From time to time we have encountered a very strange encoding problem in Tomcat in our production environment.
I have not yet been able to pinpoint exactly where in the code the problem happens, but it involves the replacement of non ascii characters to approximated ascii characters.
For example replacing the character 'å' with 'a'. Since the site is in swedish, the characters 'å', 'ä' and 'ö' is quite common. But for some reason the replacement of the 'ö' character always works, so a string like "Köp inte grisen i säcken" becomes "Kop inte grisen i säcken", ie the 'ä' is not replaced as it should, while the 'ö' character is.
Some quick facts about the problem:
It happens very seldom (we have noticed it 3-4 times, the first time maybe 1-2 years ago).
A restart of the troubled server makes the problem go away (until the next time).
It has never occured on more then one front end server at the same time.
It doesn't always happen on the same front end server.
No user input on the front end is involved.
All front end servers connect to the same CMS and DB, with the relevant config being identical.
All front end servers have the same relevant configuration (linux config, tomcat config, java environment config like "file.encoding" etc), and are started using the same script (all according to the hosting/service provider).
All front end servers use the same exact war file for the site, and the same jar files.
No other encoding problems can be seen on the site while this character replacement problem occurs.
We have never been able to reproduce the problem in any other environment.
We use Tomcat 5.5 and Java 5, because of CMS requirements.
I can only think of two plausible causes for this behaivor:
The hosting provider sometimes starts/restarts the front end servers in a different way, maybe with another user account with other environment variables or other file access rights, or maybe using some other script than the normal one.
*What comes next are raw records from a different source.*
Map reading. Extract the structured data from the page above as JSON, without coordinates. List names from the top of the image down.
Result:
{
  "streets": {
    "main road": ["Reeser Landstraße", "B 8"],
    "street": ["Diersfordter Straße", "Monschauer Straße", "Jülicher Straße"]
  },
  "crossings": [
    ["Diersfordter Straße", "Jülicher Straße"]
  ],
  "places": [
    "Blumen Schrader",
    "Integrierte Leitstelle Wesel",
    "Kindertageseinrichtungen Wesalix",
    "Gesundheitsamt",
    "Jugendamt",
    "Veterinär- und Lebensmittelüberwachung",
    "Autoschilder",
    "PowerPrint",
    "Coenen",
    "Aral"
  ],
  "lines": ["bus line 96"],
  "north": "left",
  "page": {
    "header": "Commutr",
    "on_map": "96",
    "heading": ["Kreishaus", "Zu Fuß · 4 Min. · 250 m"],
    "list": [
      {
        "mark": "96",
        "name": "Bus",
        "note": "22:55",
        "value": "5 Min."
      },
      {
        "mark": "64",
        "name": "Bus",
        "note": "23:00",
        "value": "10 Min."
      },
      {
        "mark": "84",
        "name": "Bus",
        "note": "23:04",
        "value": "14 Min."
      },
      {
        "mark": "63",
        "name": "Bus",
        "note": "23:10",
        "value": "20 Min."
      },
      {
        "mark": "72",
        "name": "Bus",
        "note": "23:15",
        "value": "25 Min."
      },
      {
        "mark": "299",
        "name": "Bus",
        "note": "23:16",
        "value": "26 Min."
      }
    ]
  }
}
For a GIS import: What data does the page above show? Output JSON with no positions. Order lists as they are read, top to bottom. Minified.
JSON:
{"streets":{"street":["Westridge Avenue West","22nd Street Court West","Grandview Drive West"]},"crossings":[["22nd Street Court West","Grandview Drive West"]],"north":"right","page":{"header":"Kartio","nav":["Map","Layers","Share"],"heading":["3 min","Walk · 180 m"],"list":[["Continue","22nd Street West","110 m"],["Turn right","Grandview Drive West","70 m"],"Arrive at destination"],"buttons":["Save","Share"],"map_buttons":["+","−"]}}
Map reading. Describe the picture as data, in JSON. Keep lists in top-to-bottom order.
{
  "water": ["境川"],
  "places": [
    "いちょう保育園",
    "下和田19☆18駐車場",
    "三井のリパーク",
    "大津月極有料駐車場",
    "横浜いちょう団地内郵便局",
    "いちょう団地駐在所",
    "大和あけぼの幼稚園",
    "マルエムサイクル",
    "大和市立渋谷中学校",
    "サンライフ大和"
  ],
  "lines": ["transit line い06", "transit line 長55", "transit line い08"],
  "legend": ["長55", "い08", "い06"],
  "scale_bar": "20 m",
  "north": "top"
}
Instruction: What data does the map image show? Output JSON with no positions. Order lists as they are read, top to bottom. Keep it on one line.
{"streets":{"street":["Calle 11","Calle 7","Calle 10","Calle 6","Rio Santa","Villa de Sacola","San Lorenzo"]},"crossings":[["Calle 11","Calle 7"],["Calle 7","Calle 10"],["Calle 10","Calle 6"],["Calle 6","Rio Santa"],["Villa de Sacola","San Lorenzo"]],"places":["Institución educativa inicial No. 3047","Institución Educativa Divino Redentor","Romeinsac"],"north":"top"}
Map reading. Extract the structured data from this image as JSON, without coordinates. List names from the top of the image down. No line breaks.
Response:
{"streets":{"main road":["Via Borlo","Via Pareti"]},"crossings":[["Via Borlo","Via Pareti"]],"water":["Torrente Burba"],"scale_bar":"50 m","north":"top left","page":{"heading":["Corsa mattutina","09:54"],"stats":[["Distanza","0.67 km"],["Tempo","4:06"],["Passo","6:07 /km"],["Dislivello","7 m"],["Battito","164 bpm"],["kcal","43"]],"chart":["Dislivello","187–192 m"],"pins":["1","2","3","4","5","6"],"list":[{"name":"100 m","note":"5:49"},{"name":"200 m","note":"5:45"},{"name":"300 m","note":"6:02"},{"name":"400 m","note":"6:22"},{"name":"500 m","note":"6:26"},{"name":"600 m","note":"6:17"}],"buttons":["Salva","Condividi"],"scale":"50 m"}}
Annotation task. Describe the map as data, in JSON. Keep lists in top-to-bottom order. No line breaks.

Some process running during Tomcat or webapp startup depends upon some other process, and sometimes (intermittantly but seldom) these two (or more) processes happen to run in an order that causes this encoding defect.
But even if 1 or 2 above is the case, it still doesn't explain fully what really happens. What exact difference could explain this? Since all of "file.encoding", "file.encoding.pkg" "sun.io.unicode.encoding", "sun.jnu.encoding" and all other relevant environment variables all match on all front end machines (verified visually using a debug page, while the problem was occuring).
Can someone think of some plausible explanation for this strange intermittent behaivor? Simply upgrading Tomcat and/or Java version is not really a relevant answer since we don't really know if that would solve the problem, and it still doesn't explain what the problem was. I'm more interested in understanding exactly what the problem is caused by.
Regards /Jimi
UPDATE:
I think I have found the code that performs the character replacements. On initiation (triggered by the first call to do a replacement) it builds a HashMap<Character, String>, and fills it like this:
lookup.put(new Character('å'), "a");
Then when it should replace characters for a String, it loops over each character and for each one does a lookup in the hash map with the charactar as the key, and if a replacement String is found it is used, otherwise the original character is used.
This part of the code is more then 3 years old, and written by a developer who is long gone. If I would rewrite this code today I would do something totally different, and that might even solve the problem. But it would still not explain exactly what happend. Can someone see some possible explanation?